At the other end of the scale you have services like S3. There are no decisions to make about numbers or types of instance. The API and console expose nothing related to servers at all. However, we all know there’s a massive fleet of servers somewhere behind the scenes.
For me the best lens to look at this with is cost. Cost is the reason we have multi-tenant architectures in the first place. To make self deployable SaaS work you need true pay as you go costs with no fixed costs when the infrastructure is sitting there doing nothing. The cost model exposes how good the cloud provider’s multi-tenancy system is. If there are dedicated per customer servers somewhere behind the scenes, that will be reflected in the cost.
A truly serverless service will have zero cost when under zero load. If there are dedicated servers, you need a minimum number running at all times waiting for incoming requests. If you care about availability and fault tolerance, the minimum will be more than one.
A truly serverless service will have costs that scale linearly with increasing load. If there are dedicated servers, there will be step changes in cost as the number of instances is scaled up to meet demand.
Reduced complexity is a side benefit driven by the serverless cost model. If costs scale linearly, the implementation is likely to be highly elastic with less messy edge cases to deal with. If there are no dedicated servers, then there are no servers for you to manage and no need to be concerned with instance types and numbers of servers. You have a simpler, higher level abstraction to deal with.
Let’s play a game of Serverless or Not.
Red Flags
Sometimes the cost model for a service can be a little opaque.

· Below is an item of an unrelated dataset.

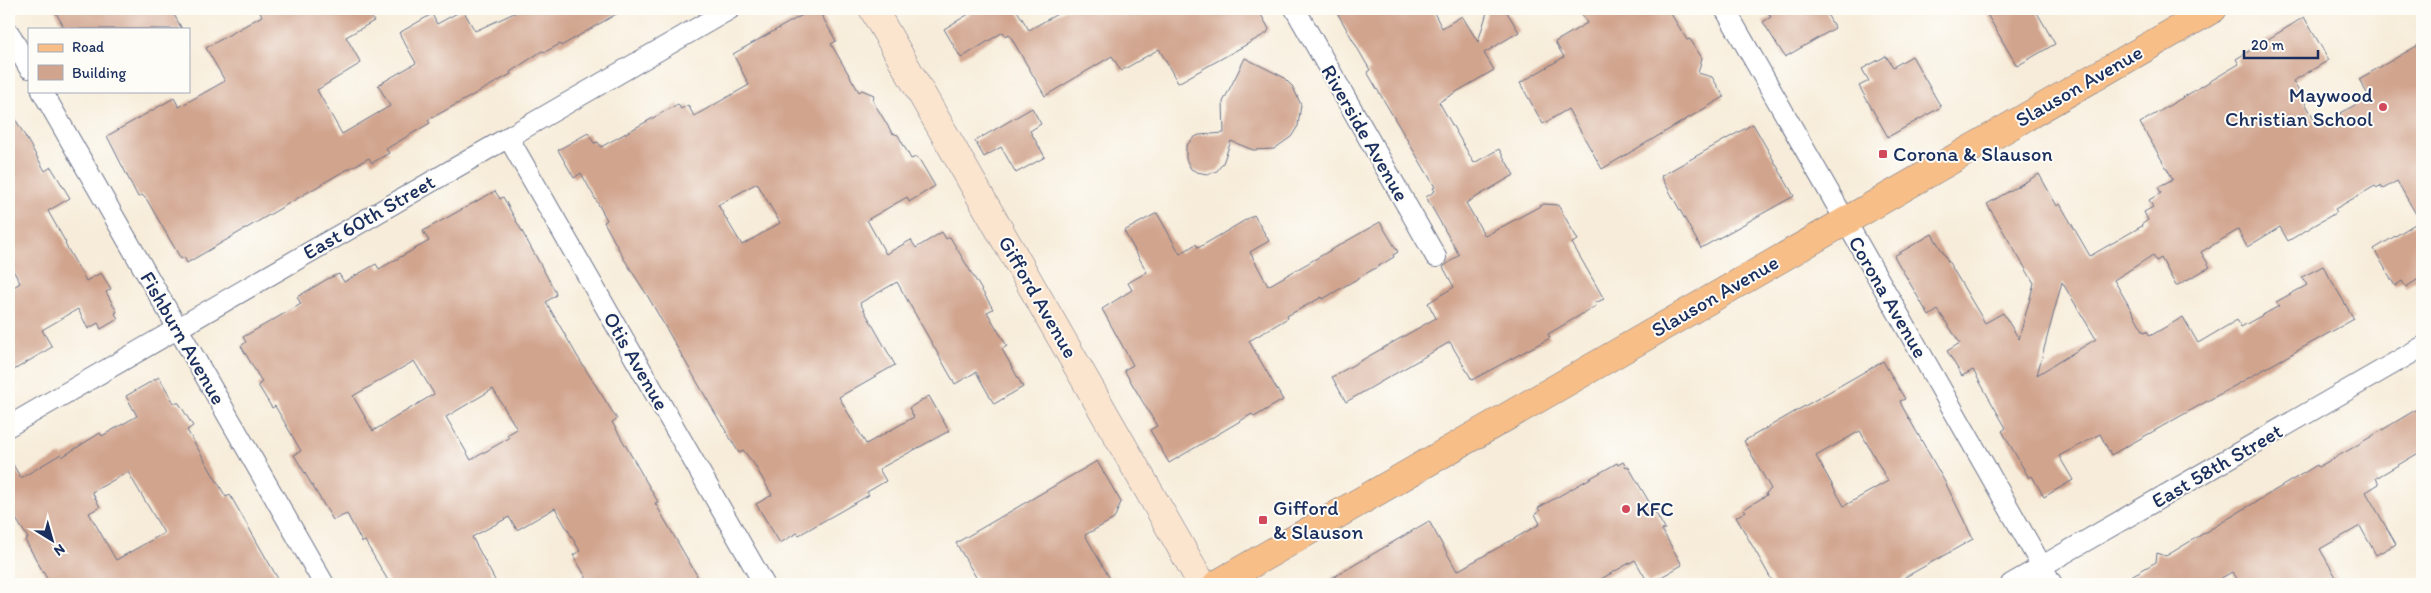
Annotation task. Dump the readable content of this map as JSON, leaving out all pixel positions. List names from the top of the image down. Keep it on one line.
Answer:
{"streets":{"main road":["Slauson Avenue"],"street":["Riverside Avenue","East 60th Street","Gifford Avenue","Corona Avenue","Fishburn Avenue","Otis Avenue","East 58th Street"]},"crossings":[["Slauson Avenue","Corona Avenue"],["East 60th Street","Fishburn Avenue"],["East 60th Street","Otis Avenue"],["Corona Avenue","East 58th Street"]],"places":{"other":["Maywood Christian School","KFC"],"transit":["Corona & Slauson","Gifford & Slauson"]},"legend":["Road","Building"],"scale_bar":"20 m","north":"bottom right"}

It may look like there are zero fixed costs but when you look at practical implementations you find that you can’t do without what you thought were “optional” extra cost items. A good example (and my first red flag) is VPC. VPCs are free to create. However, almost all practical implementations will need a NAT gateway or VPC endpoints. Both are extra cost items with a fixed cost component.
Needing a VPC is a red flag that a service is not serverless. If you have to care about IP address ranges, you’re working at too low a level, stuck in the realm of physical servers.
The most obvious red flag is any service where you have to choose an instance type. That immediately rules out Amazon MQ. Easily confirmed by a quick look at the pricing page. Most of these managed services have transparent pricing. You directly pay for the underlying instances.
Compute
Service | VPC | Min Monthly Cost | Mem | vCPUs | Cost Model | Min Bill Period | Server-less? |
---|---|---|---|---|---|---|---|
EC2 | Y | $181 | 0.5-1024 GB | 0.1-128 | Per instance per hour | 60s2 | Not |
ECS | Y | $181 | 0.5-1024 GB | 0.1-128 | Per instance per hour | 60s2 | Not |
EKS | Y | $903 | 0.5-1024 GB | 0.1-128 | Per cluster and instance per hour | 60s2 | Not |
ECS Fargate | Y | $214 | 0.5-120 GB | 0.25-16 | Per vCPU and GB per hour | 60s2 | Not |
EKS Fargate | Y | $935 | 0.5-120 GB | 0.25-16 | Per cluster, vCPU and GB per hour | 60s2 | Not |
App Runner | N | $156 | 2-4 GB | 1-2 | Per vCPU hour for active instances, per GB per hour for active and provisioned instances | 60s7 | Not |
Lambda | N | $0 | 128-10240 MB | 0.072-5.798 | $0.0000133 per GB-second and $0.2 per million requests | 1ms | ✔ |
Amplify Web App Server Side Rendering | N | $0 | Managed | Managed | $0.0000556 per GB-second and $0.3 per million requests | 1ms | ✔ |
S3 Object Lambda | N | $0 | 128-10240 MB | 0.072-5.798 | $0.0000133 per GB-second, $19 per million requests, $0.005 per GB returned | 1ms | ✔ |
S3 Select | N | $0 | NA | NA | $0.4 per million requests, $0.002 per GB scanned, $0.0007 per GB returned | NA | ✔ |
Fargate often appears in AWS presentations about serverless architecture. However, the cost model is not serverless. You need a minimum number of containers running at all times in case a request comes in. You can’t spin up a container on demand the first time a request arrives.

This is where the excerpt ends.